What is the conventions for headers and cpp files in C++? - c++

In C++, what is the convention for including headers for class files in the "main" file. e.g.
myclass.h
class MyClass {
doSomething();
}
myclass.cpp
doSomething() {
cout << "doing something";
}
run.cpp
#include "myclass.h"
#include "myclass.cpp"
etc..
Is this relatively standard?

You don't include the .cpp file, only the .h file. The function definitions in the .cpp will be compiled to .obj files, which will then be linked into the final binary. If you include the .cpp file in other .cpp files, you will get two different .obj files with the same funciton definition compiled, which will lead to linker error.

See Understanding C Compilers for a lot of good answers to this question.

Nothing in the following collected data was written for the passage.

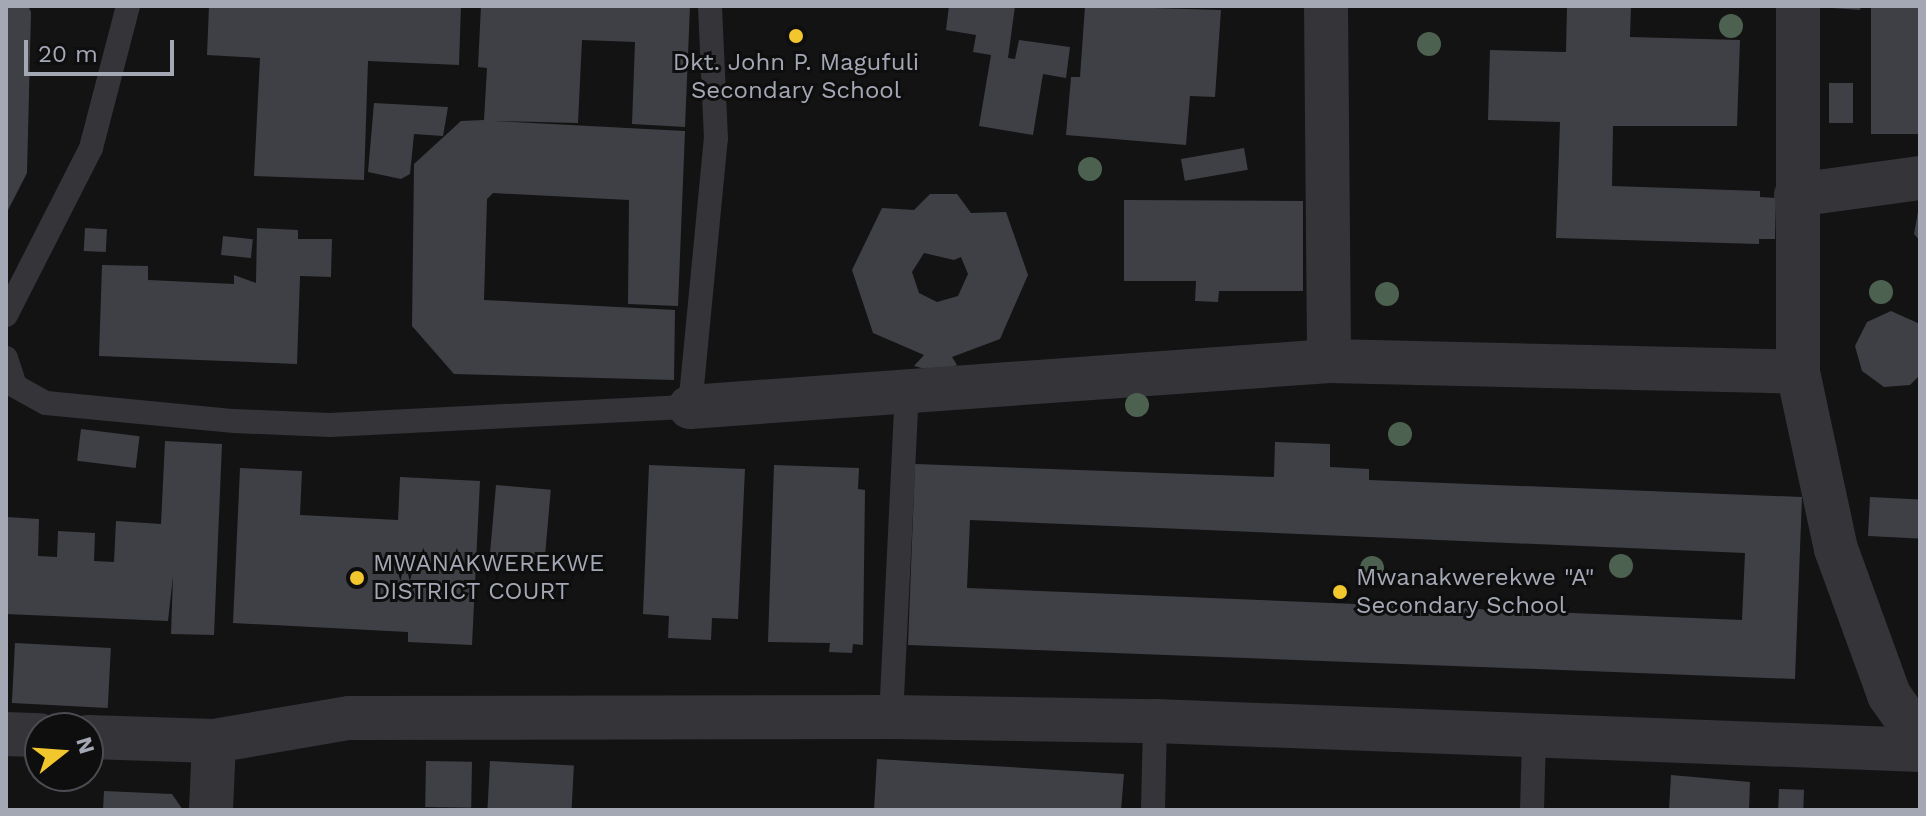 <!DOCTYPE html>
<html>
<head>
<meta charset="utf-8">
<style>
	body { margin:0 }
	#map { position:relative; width:1926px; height:816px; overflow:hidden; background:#131314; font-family:"Work Sans",sans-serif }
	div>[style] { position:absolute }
	.building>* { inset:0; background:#3f4045; transform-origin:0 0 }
	.lane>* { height:24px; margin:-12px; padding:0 12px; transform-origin:12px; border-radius:12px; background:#343439 }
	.street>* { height:44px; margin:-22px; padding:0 22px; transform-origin:22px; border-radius:22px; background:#343439 }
	.trees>* { width:24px; height:24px; margin:-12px; border-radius:50%; background:#4c6150 }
	.dots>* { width:22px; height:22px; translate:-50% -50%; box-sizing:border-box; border:4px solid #0e0e0f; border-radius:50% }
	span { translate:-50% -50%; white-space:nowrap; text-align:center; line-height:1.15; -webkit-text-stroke:6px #0e0e0f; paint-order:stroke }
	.poi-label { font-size:24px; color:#a4a8b5 }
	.left { translate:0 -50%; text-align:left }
	.frame { position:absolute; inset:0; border:8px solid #a4a8b5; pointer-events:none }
	.north { position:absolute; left:24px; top:712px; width:80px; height:80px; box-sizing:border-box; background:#0e0e0f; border:2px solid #4a4c51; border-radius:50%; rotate:73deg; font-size:22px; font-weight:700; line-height:32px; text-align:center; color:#a4a8b5 }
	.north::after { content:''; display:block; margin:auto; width:28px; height:36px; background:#f2c62d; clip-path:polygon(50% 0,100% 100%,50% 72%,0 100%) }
	.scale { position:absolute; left:24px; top:40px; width:150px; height:36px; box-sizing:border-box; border:4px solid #a4a8b5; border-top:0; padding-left:10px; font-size:24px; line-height:28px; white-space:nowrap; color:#a4a8b5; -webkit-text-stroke:6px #0e0e0f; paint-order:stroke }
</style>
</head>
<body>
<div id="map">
	<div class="building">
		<div style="clip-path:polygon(6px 6px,28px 6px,31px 12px,27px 173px,6px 214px)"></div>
		<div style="clip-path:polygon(209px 6px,461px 6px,459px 65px,368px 61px,364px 180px,254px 176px,260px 58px,207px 55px)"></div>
		<div style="clip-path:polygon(481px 6px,690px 6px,685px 127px,632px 124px,635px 42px,582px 40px,578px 123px,492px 121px,685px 131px,678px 306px,628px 304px,629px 200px,493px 193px,487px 199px,484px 300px,675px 310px,674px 380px,454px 374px,412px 326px,414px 164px,461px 121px,484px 120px,487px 68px,478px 67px)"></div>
		<div style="clip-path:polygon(949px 6px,1015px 6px,1008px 58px,1015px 59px,1019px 40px,1070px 47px,1066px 78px,1043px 74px,1033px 135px,979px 126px,991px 55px,973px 52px,976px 35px,946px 30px)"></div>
		<div style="clip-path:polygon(1085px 6px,1221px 10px,1215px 97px,1190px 96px,1186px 145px,1066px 135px,1071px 77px,1080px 77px)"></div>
		<div style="clip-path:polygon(1567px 6px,1631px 6px,1630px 37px,1740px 40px,1737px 126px,1613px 126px,1612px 186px,1760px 191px,1760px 197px,1776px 198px,1775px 239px,1759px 239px,1759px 244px,1556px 238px,1560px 122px,1488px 120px,1490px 50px,1566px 52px)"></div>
		<div style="clip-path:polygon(1832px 6px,1861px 6px,1860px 10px,1832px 8px)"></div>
		<div style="left:1871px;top:6px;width:49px;height:128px"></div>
		<div style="left:1829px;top:83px;width:24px;height:40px"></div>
		<div style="clip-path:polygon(374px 103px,448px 107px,443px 136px,414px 134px,410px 174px,401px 179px,368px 172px)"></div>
		<div style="left:1244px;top:148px;width:22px;height:64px;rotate:80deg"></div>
		<div style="clip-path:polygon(evenodd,930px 194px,957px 194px,971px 213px,1006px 212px,1028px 275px,1000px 339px,952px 357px,957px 365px,941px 373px,914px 366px,924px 355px,873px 333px,852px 270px,882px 208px,914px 210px,930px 194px,924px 253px,954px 260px,961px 257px,968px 274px,958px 296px,937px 302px,919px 293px,912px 272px,924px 253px)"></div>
		<div style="clip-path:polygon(1303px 201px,1303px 291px,1219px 291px,1218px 302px,1195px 301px,1196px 281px,1124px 281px,1124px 200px)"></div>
		<div style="clip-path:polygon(1920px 201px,1920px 241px,1914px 234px)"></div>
		<div style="left:85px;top:228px;width:22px;height:23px;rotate:3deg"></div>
		<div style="clip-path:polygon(257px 228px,298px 230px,298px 239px,332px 239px,331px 277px,300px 276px,297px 364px,99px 356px,102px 265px,148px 266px,148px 280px,234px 284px,234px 275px,256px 283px)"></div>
		<div style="left:223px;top:236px;width:30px;height:19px;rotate:6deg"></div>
		<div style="clip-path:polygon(1891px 311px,1920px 324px,1920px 375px,1910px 385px,1884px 387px,1862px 371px,1855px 346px,1867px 322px)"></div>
		<div style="left:81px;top:429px;width:59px;height:32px;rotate:7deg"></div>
		<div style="clip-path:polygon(165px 441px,222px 444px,214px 635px,171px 634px,173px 576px,168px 621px,6px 614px,6px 517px,39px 519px,38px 556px,57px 557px,58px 531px,95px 533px,94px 561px,114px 562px,116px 521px,161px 524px)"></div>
		<div style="clip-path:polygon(evenodd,1275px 442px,1330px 444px,1330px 467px,1369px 469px,1369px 480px,1802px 497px,1795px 679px,908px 645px,915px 464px,1274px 477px,1275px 442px,970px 520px,1745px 553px,1742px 620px,967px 588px,970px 520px)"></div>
		<div style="clip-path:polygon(649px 465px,745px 469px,738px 619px,712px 618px,711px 640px,668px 638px,669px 616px,643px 614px)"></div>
		<div style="clip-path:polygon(774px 465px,859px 468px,858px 489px,865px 490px,863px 645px,853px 644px,852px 653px,829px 652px,830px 643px,768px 642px)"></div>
		<div style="clip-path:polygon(240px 468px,302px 471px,300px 515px,398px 520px,400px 477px,480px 481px,472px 645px,408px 642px,408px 632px,233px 623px)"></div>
		<div style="left:496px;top:485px;width:55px;height:73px;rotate:5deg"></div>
		<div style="left:1870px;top:497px;width:50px;height:39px;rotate:3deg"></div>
		<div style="left:15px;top:643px;width:96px;height:60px;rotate:3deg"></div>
		<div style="clip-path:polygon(877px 759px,1124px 774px,1121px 810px,874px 810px)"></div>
		<div style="left:426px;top:761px;width:46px;height:46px;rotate:1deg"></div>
		<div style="left:490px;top:761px;width:84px;height:49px;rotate:3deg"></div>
		<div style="clip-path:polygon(1671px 775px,1750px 782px,1749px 810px,1669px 810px)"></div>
		<div style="left:1779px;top:789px;width:25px;height:21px;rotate:2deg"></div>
		<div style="clip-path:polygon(104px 791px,172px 794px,183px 810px,103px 810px)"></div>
	</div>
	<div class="lane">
		<div style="left:6px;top:315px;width:187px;rotate:-63deg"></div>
		<div style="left:91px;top:148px;width:147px;rotate:-75.4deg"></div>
		<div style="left:6px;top:358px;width:29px;rotate:72deg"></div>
		<div style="left:15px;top:386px;width:35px;rotate:29deg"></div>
		<div style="left:46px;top:403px;width:189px;rotate:5.5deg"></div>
		<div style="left:234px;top:421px;width:96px;rotate:2.4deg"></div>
		<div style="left:330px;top:425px;width:360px;rotate:-2.9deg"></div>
		<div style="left:690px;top:407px;width:269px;rotate:-84.5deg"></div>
		<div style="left:716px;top:139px;width:133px;rotate:-92.6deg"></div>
		<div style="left:891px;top:717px;width:326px;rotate:-87.2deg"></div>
		<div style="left:1153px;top:810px;width:89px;rotate:-88.7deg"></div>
		<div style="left:1532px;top:810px;width:72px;rotate:-88.4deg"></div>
	</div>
	<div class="street">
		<div style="left:1326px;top:6px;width:355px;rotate:89.5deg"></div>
		<div style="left:1796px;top:195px;width:125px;rotate:-7.8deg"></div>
		<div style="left:1798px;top:372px;width:181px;rotate:77.9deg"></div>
		<div style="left:1836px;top:549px;width:155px;rotate:70deg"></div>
		<div style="left:1889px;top:695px;width:54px;rotate:54.8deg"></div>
		<div style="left:690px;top:407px;width:641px;rotate:-4.12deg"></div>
		<div style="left:1329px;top:361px;width:469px;rotate:1.3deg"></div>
		<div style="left:1798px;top:372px;width:366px;rotate:-90deg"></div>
		<div style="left:6px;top:734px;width:34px;rotate:2deg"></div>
		<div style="left:88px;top:737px;width:126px;rotate:1.8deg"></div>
		<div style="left:214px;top:741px;width:137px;rotate:-9.7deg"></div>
		<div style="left:349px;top:718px;width:542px;rotate:-0.11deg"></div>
		<div style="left:891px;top:717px;width:264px;rotate:0.9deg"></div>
		<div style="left:1155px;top:721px;width:766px;rotate:2.17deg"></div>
		<div style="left:211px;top:810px;width:69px;rotate:-87.5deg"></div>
	</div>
	<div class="trees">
		<div style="left:1731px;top:26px"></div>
		<div style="left:1429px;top:44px"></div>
		<div style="left:1090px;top:169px"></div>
		<div style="left:1881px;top:292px"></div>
		<div style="left:1387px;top:294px"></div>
		<div style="left:1137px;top:405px"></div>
		<div style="left:1400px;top:434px"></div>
		<div style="left:1621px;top:566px"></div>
		<div style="left:1372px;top:568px"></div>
	</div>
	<div class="dots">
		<div style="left:796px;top:36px;background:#f2c62d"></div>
		<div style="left:357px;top:578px;background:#f2c62d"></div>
		<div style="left:1340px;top:592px;background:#f2c62d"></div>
	</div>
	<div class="poi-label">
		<span style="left:796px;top:77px">Dkt. John P. Magufuli<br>Secondary School</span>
		<span class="left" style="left:373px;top:578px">MWANAKWEREKWE<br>DISTRICT COURT</span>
		<span class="left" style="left:1356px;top:592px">Mwanakwerekwe "A"<br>Secondary School</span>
	</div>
	<div class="frame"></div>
	<div class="north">N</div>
	<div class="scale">20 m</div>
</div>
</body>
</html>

You can say one .cpp file and all its included headers make up one translation unit. As the name implies, one translation unit is compiled on its own. The result, often called file.o or file.obj, of each translation unit, is then linked together by the linker, fixing up yet unresolved references. So in your case you have
Translation Unit 1 = run.cpp: myclass.h ...
Translation Unit 2 = myclass.cpp: myclass.h ...
You will have your class definition appear in both translation units. But that's OK. It's allowed, as long as both classes are equally defined. But it's not allowed to have the same function appear in the two translation units if the function is not inline. Not inline functions are allowed to be defined only once, in one single translation unit. Then, you have the linker take the result of each translation unit, and bind them together to an executable:
Executable = mystuff: run.o myclass.o ...

usually you compile the .cpp file separately and link the resulting .o with other .o's
So myclass.cpp would include myclass.h and would be compiled as a unit.

You compile cpp files separately. If you include any given cpp file into two or more cpp files yoy might encounter a conflict during linking phase.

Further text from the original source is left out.